Aerodinámica en F1: los frentes de batalla actuales y el gran cambio de 2027
Los equipos de Fórmula 1 libran una guerra silenciosa por cada milésima de carga aerodinámica. Analizamos los conceptos clave que dominan el reglamento actual y qué transformaciones radicales traerá el paquete técnico de 2027.
La aerodinámica sigue siendo el campo de batalla más feroz de la Fórmula 1. Aunque el reglamento de efecto suelo de 2022 simplificó muchas superficies, los ingenieros encontraron rápidamente nuevos rincones para extraer rendimiento. Hoy la pelea se concentra en tres grandes frentes: el suelo, el alerón delantero y el aprovechamiento del wake generado por el propio auto.
El suelo es, sin duda, el elemento más importante del paquete actual. La filosofía de efecto suelo con túneles Venturi genera la mayor parte de la carga aerodinámica y, a la vez, produce menos turbulencia para los autos que vienen detrás. Los equipos han evolucionado sus diseños hacia suelos cada vez más intrincados, con bordes ondulados y difusores que aprovechan al máximo la aceleración del flujo bajo el piso. La batalla actual pasa por cómo sellar mejor esos túneles laterales para evitar pérdidas de presión y cómo gestionar el stall (pérdida de carga) en alta velocidad.

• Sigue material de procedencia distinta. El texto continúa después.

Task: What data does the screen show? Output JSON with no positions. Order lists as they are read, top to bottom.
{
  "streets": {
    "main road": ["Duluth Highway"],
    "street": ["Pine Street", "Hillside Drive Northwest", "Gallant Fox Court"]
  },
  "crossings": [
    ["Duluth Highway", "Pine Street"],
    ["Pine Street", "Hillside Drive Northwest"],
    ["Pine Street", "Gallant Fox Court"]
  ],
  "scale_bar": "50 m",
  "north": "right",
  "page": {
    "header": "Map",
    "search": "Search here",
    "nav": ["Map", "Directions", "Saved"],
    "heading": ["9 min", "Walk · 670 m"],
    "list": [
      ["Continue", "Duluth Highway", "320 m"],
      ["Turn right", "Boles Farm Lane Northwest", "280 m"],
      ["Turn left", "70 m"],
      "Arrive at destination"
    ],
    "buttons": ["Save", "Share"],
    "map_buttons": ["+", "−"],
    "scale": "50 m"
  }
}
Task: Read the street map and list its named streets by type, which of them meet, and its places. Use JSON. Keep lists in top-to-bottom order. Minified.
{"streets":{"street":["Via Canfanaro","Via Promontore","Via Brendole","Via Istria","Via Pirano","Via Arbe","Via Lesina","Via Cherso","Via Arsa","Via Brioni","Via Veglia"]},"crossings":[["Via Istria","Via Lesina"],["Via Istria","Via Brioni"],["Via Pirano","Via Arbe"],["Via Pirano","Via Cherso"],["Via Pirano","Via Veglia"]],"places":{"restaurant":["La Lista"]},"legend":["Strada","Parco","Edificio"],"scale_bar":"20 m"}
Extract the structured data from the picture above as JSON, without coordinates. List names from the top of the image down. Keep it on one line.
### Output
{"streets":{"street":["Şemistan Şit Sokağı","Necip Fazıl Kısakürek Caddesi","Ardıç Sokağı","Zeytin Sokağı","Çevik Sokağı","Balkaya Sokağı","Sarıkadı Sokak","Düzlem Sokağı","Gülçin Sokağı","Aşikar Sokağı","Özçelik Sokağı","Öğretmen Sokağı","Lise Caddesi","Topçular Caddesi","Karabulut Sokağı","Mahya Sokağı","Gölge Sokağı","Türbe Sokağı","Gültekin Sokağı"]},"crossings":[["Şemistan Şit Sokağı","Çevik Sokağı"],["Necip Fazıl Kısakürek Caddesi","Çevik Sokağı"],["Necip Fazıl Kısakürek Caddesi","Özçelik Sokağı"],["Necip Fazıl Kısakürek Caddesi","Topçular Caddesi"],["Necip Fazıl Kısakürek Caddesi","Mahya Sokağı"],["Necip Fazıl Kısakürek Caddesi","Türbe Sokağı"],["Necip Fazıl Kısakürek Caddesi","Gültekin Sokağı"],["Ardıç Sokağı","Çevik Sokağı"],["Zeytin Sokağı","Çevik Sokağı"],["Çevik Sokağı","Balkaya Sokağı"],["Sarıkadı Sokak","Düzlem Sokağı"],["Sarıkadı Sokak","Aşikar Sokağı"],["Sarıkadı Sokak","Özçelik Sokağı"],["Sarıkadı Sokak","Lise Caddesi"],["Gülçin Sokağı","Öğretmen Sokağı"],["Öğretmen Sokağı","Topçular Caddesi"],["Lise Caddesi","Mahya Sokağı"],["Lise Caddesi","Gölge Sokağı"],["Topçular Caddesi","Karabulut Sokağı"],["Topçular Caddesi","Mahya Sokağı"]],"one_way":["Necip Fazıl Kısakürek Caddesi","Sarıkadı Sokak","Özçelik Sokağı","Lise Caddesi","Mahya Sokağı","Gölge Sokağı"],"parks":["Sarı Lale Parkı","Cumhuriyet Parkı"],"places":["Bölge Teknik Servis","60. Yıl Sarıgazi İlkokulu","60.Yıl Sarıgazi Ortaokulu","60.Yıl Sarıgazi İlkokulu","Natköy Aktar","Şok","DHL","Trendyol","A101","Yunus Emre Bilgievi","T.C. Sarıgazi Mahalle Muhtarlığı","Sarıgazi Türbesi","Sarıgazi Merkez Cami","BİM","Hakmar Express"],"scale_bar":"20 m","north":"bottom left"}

El alerón delantero, aunque más simple que en la era anterior, sigue siendo un arma clave. Los equipos juegan con la distribución de carga entre el frente y la parte trasera, y ahí el flap superior y los endplates cumplen un rol fundamental. Se busca generar un flujo limpio que alimente correctamente los pontones y, al mismo tiempo, controle el vórtice que se forma en las puntas para que no interfiera con el piso. Pequeños ajustes en el ángulo o en la curvatura pueden significar ganancia o pérdida de varias décimas por vuelta.
Otro frente caliente es el aprovechamiento del wake. Desde que se introdujo el efecto suelo, uno de los objetivos declarados fue mejorar las posibilidades de seguir de cerca. Sin embargo, la realidad muestra que todavía hay mucho por mejorar. Los equipos invierten recursos importantes en entender cómo el auto genera turbulencia y cómo modificar esa estela para que el que viene atrás pierda menos carga. Conceptos como el "outwash" (flujo hacia afuera) en los pontones o el diseño de la suspensión para minimizar obstrucciones al flujo son clave en esta lucha.
Mirando hacia 2027, la FIA ya tiene sobre la mesa un reglamento técnico que promete cambios profundos. El objetivo principal es seguir mejorando el espectáculo, facilitando los sobrepasos, y al mismo tiempo reducir costos y mejorar la sustentabilidad. Se espera una reducción significativa de la carga aerodinámica total, compensada en parte con mayor carga generada por el suelo activo o por soluciones pasivas más eficientes.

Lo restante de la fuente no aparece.